Registration Dossier

Environmental fate & pathways

Biodegradation in water: screening tests

Currently viewing:

Administrative data

Link to relevant study record(s)

Description of key information

Key value for chemical safety assessment

Biodegradation in water:
readily biodegradable but failing 10-day window

Additional information

Jasmonyl is a multi-constituent substance composed of 3-pentyltetrahydro-2H-pyran-4-yl acetate (main component, approximately 60%) and nonane-1,3-diyl diacetate (2nd main component, approximately 25%).


Standard biodegradation tests are not ideally suited to mixtures because they measure ultimate biodegradation as a function of either the CO2 evolved or O2 consumed and as such do not provide information on the biodegradability of individual constituents. Thus the ready biodegradability study on Jasmonyl (Givaudan Study No 99-E20) has been assessed in conjunction with data on the ready biodegradability of Jasmopyrane Forte, which contains approximately 80% of 3-pentyltetrahydro-2H-pyran-4-yl acetate (the main component in Jasmonyl) and predicted biodegradation for the nonane-1,3-diyl diacetate (2ndmain component in Jasmonyl). This additional information is provided in the ready biodegradation endpoint record for Jasmonyl as “background material”.
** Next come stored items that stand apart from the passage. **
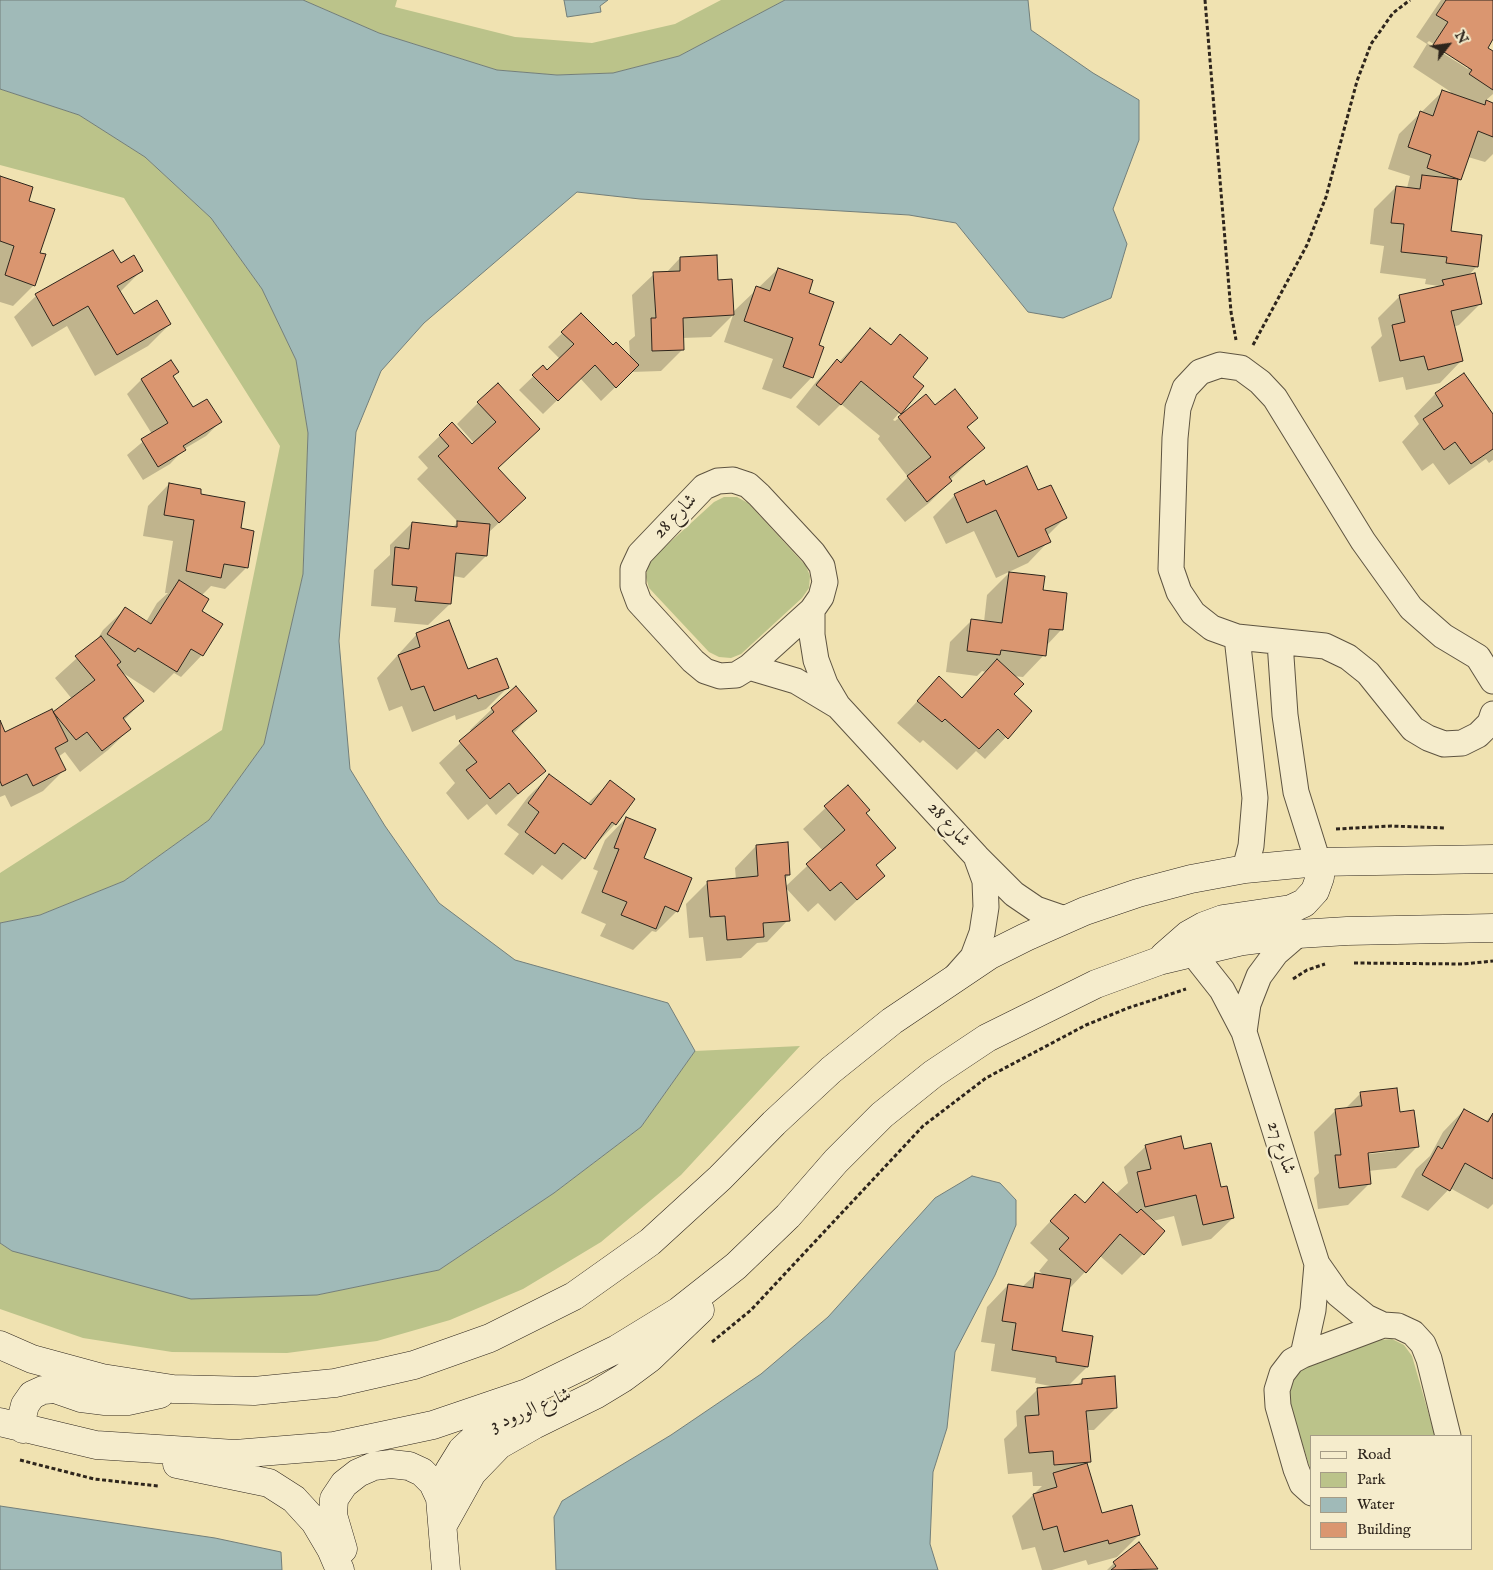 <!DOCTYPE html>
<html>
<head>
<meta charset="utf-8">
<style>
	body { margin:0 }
	#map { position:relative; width:1493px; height:1570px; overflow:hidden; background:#f0e2b1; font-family:"IM FELL English",serif }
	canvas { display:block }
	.legend { position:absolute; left:1310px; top:1435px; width:162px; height:115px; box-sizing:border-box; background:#f5eccc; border:1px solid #a59c86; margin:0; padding:6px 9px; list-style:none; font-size:15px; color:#2e251c }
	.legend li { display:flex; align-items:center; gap:10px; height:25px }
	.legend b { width:25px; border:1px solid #a59c86 }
	.north { position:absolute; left:1423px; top:20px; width:50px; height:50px; -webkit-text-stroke:4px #f5eccc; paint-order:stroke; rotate:60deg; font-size:14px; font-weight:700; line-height:20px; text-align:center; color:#2e251c }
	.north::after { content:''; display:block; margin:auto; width:18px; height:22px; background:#2e251c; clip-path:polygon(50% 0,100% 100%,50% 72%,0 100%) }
</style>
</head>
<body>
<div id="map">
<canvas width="1493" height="1570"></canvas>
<ul class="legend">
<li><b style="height:6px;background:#f5eccc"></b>Road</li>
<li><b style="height:14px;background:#bbc38a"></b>Park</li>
<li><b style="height:14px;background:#a0bab8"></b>Water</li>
<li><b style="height:14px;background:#da9670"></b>Building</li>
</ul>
<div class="north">N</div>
</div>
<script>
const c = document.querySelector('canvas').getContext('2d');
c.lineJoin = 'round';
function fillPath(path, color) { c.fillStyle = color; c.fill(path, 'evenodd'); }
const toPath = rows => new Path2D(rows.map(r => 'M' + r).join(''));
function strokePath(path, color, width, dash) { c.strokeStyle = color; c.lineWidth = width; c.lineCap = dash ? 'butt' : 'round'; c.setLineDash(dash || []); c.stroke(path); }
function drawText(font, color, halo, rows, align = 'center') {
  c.font = font + ' "IM FELL English",Amiri,serif'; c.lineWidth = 4.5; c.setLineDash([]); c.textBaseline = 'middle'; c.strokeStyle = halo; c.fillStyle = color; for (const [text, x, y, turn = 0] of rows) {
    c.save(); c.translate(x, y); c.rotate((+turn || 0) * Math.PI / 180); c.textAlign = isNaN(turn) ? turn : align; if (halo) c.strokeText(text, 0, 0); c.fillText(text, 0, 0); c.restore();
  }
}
fillPath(toPath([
	[303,0,397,0,395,7,515,37,592,43,675,24,721,0,785,0,679,56,613,73,557,75,497,70,379,33],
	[0,89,79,115,145,157,211,218,262,289,296,360,308,433,303,574,264,744,209,820,124,881,40,915,0,923,0,873,222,730,280,446,124,198,0,165],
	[724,497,737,497,748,503,806,566,810,576,809,588,802,598,741,654,731,658,719,657,709,652,649,588,646,577,648,566,655,556,714,502],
	[800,1046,681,1175,601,1242,523,1289,450,1320,377,1341,287,1353,172,1352,83,1338,0,1309,0,1243,12,1251,317,1295,439,1270,554,1193,641,1127,695,1051],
	[1392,1339,1404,1345,1412,1356,1435,1436,1312,1436,1312,1474,1285,1389,1305,1362,1380,1340]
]), '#bbc38a');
const water = toPath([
	[0,0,303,0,379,33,497,70,557,75,613,73,679,56,785,0,1028,0,1031,30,1093,73,1139,100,1139,140,1113,209,1127,244,1111,298,1063,318,1028,312,956,223,909,215,640,199,577,192,424,323,381,371,356,432,339,641,350,769,385,826,439,903,515,960,668,1003,695,1051,641,1127,554,1193,439,1270,317,1295,191,1299,12,1251,0,1243,0,923,40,915,124,881,209,820,264,744,303,574,308,433,296,360,262,289,211,218,145,157,79,115,0,89,0,0],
	[564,0,608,0,600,6,601,12,567,17,564,0],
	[972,1176,1000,1183,1016,1200,1016,1225,995,1275,955,1352,947,1428,933,1472,930,1544,938,1570,556,1570,554,1517,562,1501,671,1435,761,1374,828,1317,935,1198,972,1176],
	[0,1506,215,1538,281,1552,282,1570,0,1570,0,1506]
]);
fillPath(water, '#a0bab8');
strokePath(water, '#727e7a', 1);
fillPath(toPath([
	[1441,0,1493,0,1493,37,1486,48,1493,53,1493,94,1485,101,1493,104,1493,154,1485,162,1468,157,1460,179,1456,184,1450,232,1477,266,1468,276,1480,304,1459,325,1453,327,1461,361,1440,383,1406,390,1403,377,1379,382,1371,347,1382,336,1378,318,1400,296,1439,286,1425,284,1426,279,1380,273,1384,246,1370,244,1374,209,1396,187,1407,188,1410,176,1388,169,1399,134,1442,92,1450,94,1451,92,1413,67,1427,44,1416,37],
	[1429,41,1468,66,1468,69,1427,43],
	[0,177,28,202,39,253,34,285,13,306,0,302],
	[680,258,717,282,733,312,778,269,807,294,817,346,812,377,791,399,762,389,773,359,724,342,733,315,711,337,682,338,683,349,661,371,631,372,601,401,580,378,543,414,519,390,543,367,546,372,560,359,548,347,581,315,613,347,630,357,629,341,635,336,632,295,654,274,666,273],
	[120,264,141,271,120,292,133,316,170,324,148,346,95,376,67,326,32,347,14,317,36,296],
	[870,329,911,377,922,386,893,420,895,421,926,396,935,407,977,418,967,428,983,448,950,480,951,481,929,503,905,522,886,499,908,477,878,439,880,436,841,404,819,426,796,407,816,382,837,361,839,362],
	[171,362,177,372,173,377,193,409,220,422,206,436,184,449,170,464,143,480,127,455,152,434,127,394,141,380],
	[1464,374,1493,416,1493,460,1489,463,1486,459,1449,485,1433,463,1422,471,1402,442,1419,424,1414,416,1435,394],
	[478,403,539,429,497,469,503,519,488,533,486,556,464,578,453,576,450,604,428,625,394,622,396,608,371,606,374,570,390,555,390,545,412,523,453,527,458,522,417,479,428,468,418,457,452,424,472,446,474,443,457,424],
	[169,484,199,495,239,529,247,567,225,589,211,586,201,596,200,612,202,655,181,677,174,673,154,693,120,671,143,701,124,720,130,729,108,750,80,772,65,752,58,757,64,770,43,791,11,807,5,795,0,797,0,723,5,733,53,714,72,699,55,678,97,640,103,630,125,609,146,622,157,603,168,593,165,593,173,541,143,536,148,506],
	[985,487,1038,492,1065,518,1047,536,1049,541,1028,563,996,578,974,531,946,544,933,517,955,495],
	[1009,573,1042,591,1061,630,1046,646,1044,655,1023,677,1013,676,1013,695,1031,711,985,759,976,751,957,770,923,740,920,743,897,723,939,678,961,698,986,672,982,671,977,676,946,672,950,642,972,620,984,622,987,595],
	[448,622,467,671,507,688,486,709,456,720,455,715,412,732,402,706,389,711,377,678,416,635],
	[492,709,535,711,513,734,544,771,496,815,487,804,468,820,446,793,455,783,439,763,472,732,470,730],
	[549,776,587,804,610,782,634,800,615,824,562,880,542,865,533,875,504,854,519,834,507,825,528,797],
	[848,787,865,813,895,848,875,867,883,876,835,921,818,903,808,912,785,887,823,851,803,829],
	[626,818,642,859,677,911,656,932,652,931,633,950,600,936,606,924,581,913,598,871,593,869,605,840],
	[756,846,789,875,785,879,788,920,767,942,757,943,741,958,706,961,703,937,689,938,686,904,708,882,736,880,735,868],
	[1361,1093,1399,1114,1418,1146,1396,1168,1368,1171,1370,1183,1348,1205,1318,1209,1314,1178,1319,1173,1314,1132,1336,1110,1345,1109],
	[1395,1148,1395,1151,1362,1155,1361,1152],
	[1464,1110,1485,1122,1493,1114,1493,1204,1488,1209,1450,1188,1428,1211,1401,1197,1416,1169,1430,1156,1443,1132],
	[1146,1146,1184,1151,1220,1188,1233,1218,1211,1239,1182,1246,1174,1216,1153,1221,1143,1254,1122,1275,1100,1256,1068,1290,1061,1332,1087,1367,1068,1386,1077,1386,1082,1380,1116,1408,1094,1430,1087,1430,1089,1462,1086,1465,1101,1515,1139,1535,1117,1557,1088,1565,1086,1560,1052,1570,1042,1570,1035,1547,1022,1550,1012,1516,1042,1486,1033,1486,1032,1472,1008,1474,1004,1439,1017,1426,1016,1411,1038,1389,1055,1387,1035,1383,1036,1378,991,1371,995,1344,981,1342,987,1307,1008,1285,1022,1287,1035,1275,1045,1276,1039,1271,1048,1260,1030,1243,1075,1195,1084,1203,1103,1184,1115,1195,1128,1183,1124,1167],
	[1114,1563,1157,1568,1107,1570]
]), '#0003');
const building = toPath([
	[1446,0,1493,0,1493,39,1488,48,1493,51,1493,90,1469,74,1472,70,1433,45,1448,22,1436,15,1446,0],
	[1442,90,1485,105,1486,100,1493,103,1493,137,1478,131,1461,180,1427,168,1431,155,1408,147,1420,111,1433,116,1442,90],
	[1422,175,1458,179,1451,231,1482,235,1478,267,1446,263,1447,257,1401,252,1404,224,1391,223,1396,186,1420,189,1422,175],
	[0,176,33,187,29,201,55,209,40,253,46,254,35,286,5,275,14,246,0,241,0,176],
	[113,250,121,263,134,255,143,271,117,286,134,314,157,300,171,324,117,355,88,306,53,326,35,294,113,250],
	[717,255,718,280,732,279,734,315,683,318,684,350,652,351,651,318,656,318,653,272,680,271,680,257,717,255],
	[778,268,813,280,809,293,834,302,819,345,824,347,813,378,783,367,793,338,744,321,756,286,770,291,778,268],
	[1475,273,1482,304,1451,311,1463,361,1428,370,1424,356,1400,361,1392,325,1405,322,1399,295,1444,285,1442,280,1475,273],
	[581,313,613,345,616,342,639,365,616,388,595,365,558,401,532,375,543,365,547,370,574,344,561,332,581,313],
	[870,328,891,345,900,334,928,358,913,377,924,386,901,414,861,381,841,405,816,385,837,359,841,363,870,328],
	[171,360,179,372,173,376,193,407,207,399,222,422,183,446,186,450,158,467,141,439,168,423,141,379,171,360],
	[1464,373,1493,414,1493,449,1471,464,1455,442,1444,450,1423,419,1443,406,1435,393,1464,373],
	[498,383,540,429,498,468,526,498,499,523,438,456,449,446,439,435,452,422,472,444,496,422,477,402,498,383],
	[955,389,978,418,967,427,985,448,949,477,952,481,927,502,907,476,931,457,898,417,926,394,935,405,955,389],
	[1027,466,1038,490,1051,485,1067,518,1045,529,1051,542,1018,557,996,510,967,523,954,494,984,480,986,485,1027,466],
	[169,483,201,489,201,494,245,502,241,528,254,531,248,568,224,564,221,578,186,571,194,520,164,515,169,483],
	[457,521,490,524,487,556,456,553,451,604,415,601,417,587,392,585,395,547,409,549,412,522,457,527,457,521],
	[1009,572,1045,576,1043,590,1067,593,1063,630,1049,629,1046,656,1001,650,1000,655,967,651,971,619,1002,623,1009,572],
	[179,580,209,599,202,611,223,624,203,656,191,649,177,672,138,648,135,652,107,634,125,607,151,624,179,580],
	[449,620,468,669,497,658,509,688,478,699,476,695,434,711,424,686,411,690,398,655,420,647,416,633,449,620],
	[101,636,121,662,117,665,144,701,123,718,131,729,102,751,87,732,76,740,53,712,95,680,75,656,101,636],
	[997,659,1024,684,1014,694,1032,711,1008,739,998,729,979,749,945,719,942,722,917,701,939,676,962,698,997,659],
	[516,686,537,711,512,731,546,771,518,794,509,783,490,799,466,770,477,762,459,741,494,712,491,708,516,686],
	[52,709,68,741,55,748,66,770,33,786,27,774,2,786,0,781,0,720,5,732,52,709],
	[549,774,591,805,610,780,635,799,616,825,612,822,585,859,563,843,555,854,525,832,539,812,528,803,549,774],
	[848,785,870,810,866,813,896,848,876,865,885,876,857,900,841,882,830,891,806,864,845,830,824,806,848,785],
	[626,817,656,829,644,858,692,878,678,912,665,906,656,929,621,915,627,902,602,892,619,849,614,848,626,817],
	[788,842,790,875,785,875,790,921,763,923,764,937,727,940,725,916,710,917,707,881,758,876,756,845,788,842],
	[1397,1088,1400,1112,1414,1110,1419,1147,1368,1153,1371,1184,1339,1188,1335,1155,1341,1155,1335,1109,1362,1106,1360,1092,1397,1088],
	[1464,1109,1488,1122,1493,1113,1493,1179,1465,1163,1450,1191,1422,1175,1438,1146,1442,1149,1464,1109],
	[1181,1136,1184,1149,1211,1143,1221,1187,1227,1186,1234,1218,1203,1225,1196,1195,1145,1207,1137,1172,1151,1169,1145,1145,1181,1136],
	[1103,1182,1137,1213,1141,1209,1165,1231,1144,1255,1120,1234,1086,1273,1059,1249,1069,1238,1050,1221,1075,1194,1085,1203,1103,1182],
	[1035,1273,1071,1279,1062,1331,1093,1336,1088,1367,1056,1362,1056,1357,1012,1350,1016,1323,1002,1321,1008,1284,1033,1288,1035,1273],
	[1115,1376,1117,1408,1086,1411,1091,1462,1054,1465,1053,1451,1029,1453,1025,1416,1039,1415,1037,1388,1082,1384,1082,1379,1115,1376],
	[1087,1463,1102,1513,1132,1505,1140,1535,1109,1544,1108,1540,1064,1552,1057,1526,1043,1530,1033,1494,1057,1487,1053,1473,1087,1463],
	[1139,1542,1158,1569,1111,1570,1116,1566,1113,1562,1139,1542]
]);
fillPath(building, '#da9670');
strokePath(building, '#2e251c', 1);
const street = toPath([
	[733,480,748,485,759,495,813,553,822,566,825,582,821,597,812,610,749,667,736,675,720,676,705,671,693,661,639,602,633,586,633,569,640,554,704,487,718,481,733,480],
	[812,610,812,635,816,660,825,684,838,706,977,857,1014,894,1036,909,1065,919],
	[1237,637,1255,798,1251,846,1245,869],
	[1280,642,1285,715,1296,792,1318,862],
	[749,667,796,681,836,705],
	[1493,681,1478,657,1443,636,1411,608,1363,541,1275,398,1260,382,1241,368,1220,365,1200,372,1185,388,1178,408,1175,438,1171,569,1179,592,1193,613,1212,628,1237,637,1325,646,1348,657,1368,673,1413,729,1428,738,1444,744,1462,743,1478,735,1490,723,1493,714],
	[1192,952,1222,990,1244,1032,1317,1264,1338,1294,1366,1317,1383,1325],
	[957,975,973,957,982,933,986,907,985,881,977,859],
	[1244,1032,1248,1004,1259,976,1276,953,1298,934],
	[1303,1355,1313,1310,1317,1264],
	[1312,1493,1302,1484,1296,1469,1278,1406,1277,1390,1282,1374,1292,1361,1303,1355,1383,1325,1398,1326,1413,1333,1423,1344,1429,1359,1448,1436]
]);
const secondary = toPath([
	[1164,956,1188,935,1204,926,1223,919,1291,909,1304,903,1315,891,1320,877,1318,862],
	[0,1345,32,1359,102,1378,173,1389,254,1391,335,1383,414,1365,490,1338,574,1296,650,1242,720,1178,774,1123,831,1070,892,1021,990,955,1026,937,1085,911,1138,893,1191,879,1245,869,1318,862,1493,859],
	[0,1422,96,1445,235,1454,334,1446,433,1425,527,1393,617,1349,679,1311,736,1266,788,1216,836,1161,882,1115,933,1074,987,1038,1096,984,1159,961,1243,941,1298,934,1347,931,1493,928],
	[23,1429,22,1417,25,1405,32,1395,43,1390,55,1389,81,1398,105,1401,128,1401,160,1394],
	[177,1464,269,1483,294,1499,315,1522,331,1549,340,1570],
	[443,1525,472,1473,499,1445,534,1425,595,1395,623,1378,650,1358,700,1310],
	[343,1549,333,1515,334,1499,344,1484,358,1473,374,1466,391,1464,409,1466,422,1472,433,1483,440,1498],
	[446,1570,440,1498,449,1471,462,1450,479,1434,501,1421,530,1409]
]);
strokePath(street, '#5e5441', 27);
strokePath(secondary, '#2e251c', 29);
strokePath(toPath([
	[1205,0,1231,312,1236,340],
	[1253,345,1307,245,1326,197,1357,81,1371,44,1393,13,1410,0],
	[1336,829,1391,826,1444,828],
	[1354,963,1463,964,1493,961],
	[1293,979,1307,970,1325,964],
	[712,1342,751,1310,923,1126,986,1078,1086,1025,1128,1008,1186,989],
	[20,1460,94,1479,158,1486]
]), '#2e251c', 3, [4, 2.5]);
strokePath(street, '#f5eccc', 25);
strokePath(secondary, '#f5eccc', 28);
drawText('19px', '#2e251c', '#f5eccc', [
	["شارع 28",676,517,-46],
	["شارع 28",948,825,48],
	["شارع 27",1280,1148,72],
	["شارع الورود 3",531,1411,-23]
]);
</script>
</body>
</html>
In the Ready Biodegradability study performed on JASMONYL, 44% biodegradation was observed after 14 days. After this time the two replicates behaved differently. In one flask, after a short biodegradation plateau of approximately 4 days, biodegradation restarts to reach a level of 77% after 28 days. In the other flask the biodegradation level remained at 43-46% for a significantly longer period with biodegradation starting again around day 30 (See Appendix 2 in full study report. The different behaviour between the two flasks is probably due to some heterogeneity in the inoculum leading to different microorganism population growth and diversity (i.e. one or more competent microorganism(s) required for the biodegradation to continue were either not introduced into the second flask or had not established themselves to a sufficient concentration for metabolism to be observed). However, the level of 77% biodegradation achieved in one replicate indicates that one or both components of JASMONYL are biodegraded.


The two stages of biodegradation observed (i.e. approximately 44% up to day 14, then up to 77% after 28 days in one replicate) may be related to the multi-component nature of JASMONYL (i.e. one component more easily degraded than the other) or to rapid partial degradation for one or more of the component(s) to transient metabolites which are then subsequently degraded.


The latter scenario is supported by tests performed on JASMOPYRANE FORTE. Two ready biodegradability studies are available; a 301F and sealed CO2 test. In both studies the replicates behaved similarly. A first biodegradation step starts immediately and reaches 43% on day 18 (301F) or 41% on day 14 (sealed CO2). Then a second step starts and reaches 71% (301F) to 71.5% (Sealed CO2) after 28 days. Given the chemical structure of 3-pentyltetrahydro-2H-pyran-4-yl acetate, it is likely that the first stage of biodegradation represents breakdown of the first 4 carbon atoms in the pentyl side chain and the acetate moiety (see Figure 1 in endpoint record). This represents 6 of the 12 carbon atoms present in the molecule (i.e. 50% of the carbon present) and thus roughly equates to the 43% biodegradation measured based on BOD. The second stage of biodegradation is probably ring opening of a transient “pyrane” metabolite followed by subsequent breakdown. Based on the result of this test, JASMOPYRANE FORTE (and hence the 3-pentyltetrahydro-2H-pyran-4-yl acetate component of JASMONYL) can be considered as readily biodegradable but failing the 10 day window.


The second main component of JASMONYL, nonane-1,3-diyl diacetate, is a linear diester. Based on its chemical structure, this component would be expected to be more readily degraded than the cyclic component. Indeed, BIOWIN predicts that this component would be readily biodegradable.


In summary, the main component of Jasmonyl (3-pentyltetrahydro-2H-pyran-4-yl acetate, approximately 60%) is considered to be readily biodegradable but failing the 10 day window (based on study for JASMOPYRANE FORTE) and the second component of Jasmonyl (nonane-1,3-diyl diacetate, approximately 25%) is predicted to be readily biodegradable. Thus, based on the component data it is reasonably to conclude that JASMONYL is readily biodegradable but failing the 10 day window for the purposes of classification and labelling. This is supported by the test data on Jasmonyl itself, where the results for one replicate (77% after 28 days, flask 2) and the mean results (62% after 28 days), exceed the pass criterion of > 60%.

The fact that both components are expected to be completely mineralised under environmentally relevant conditions, is supported by the high % BOD obtained in a 302C inherent test (96% after 28 days).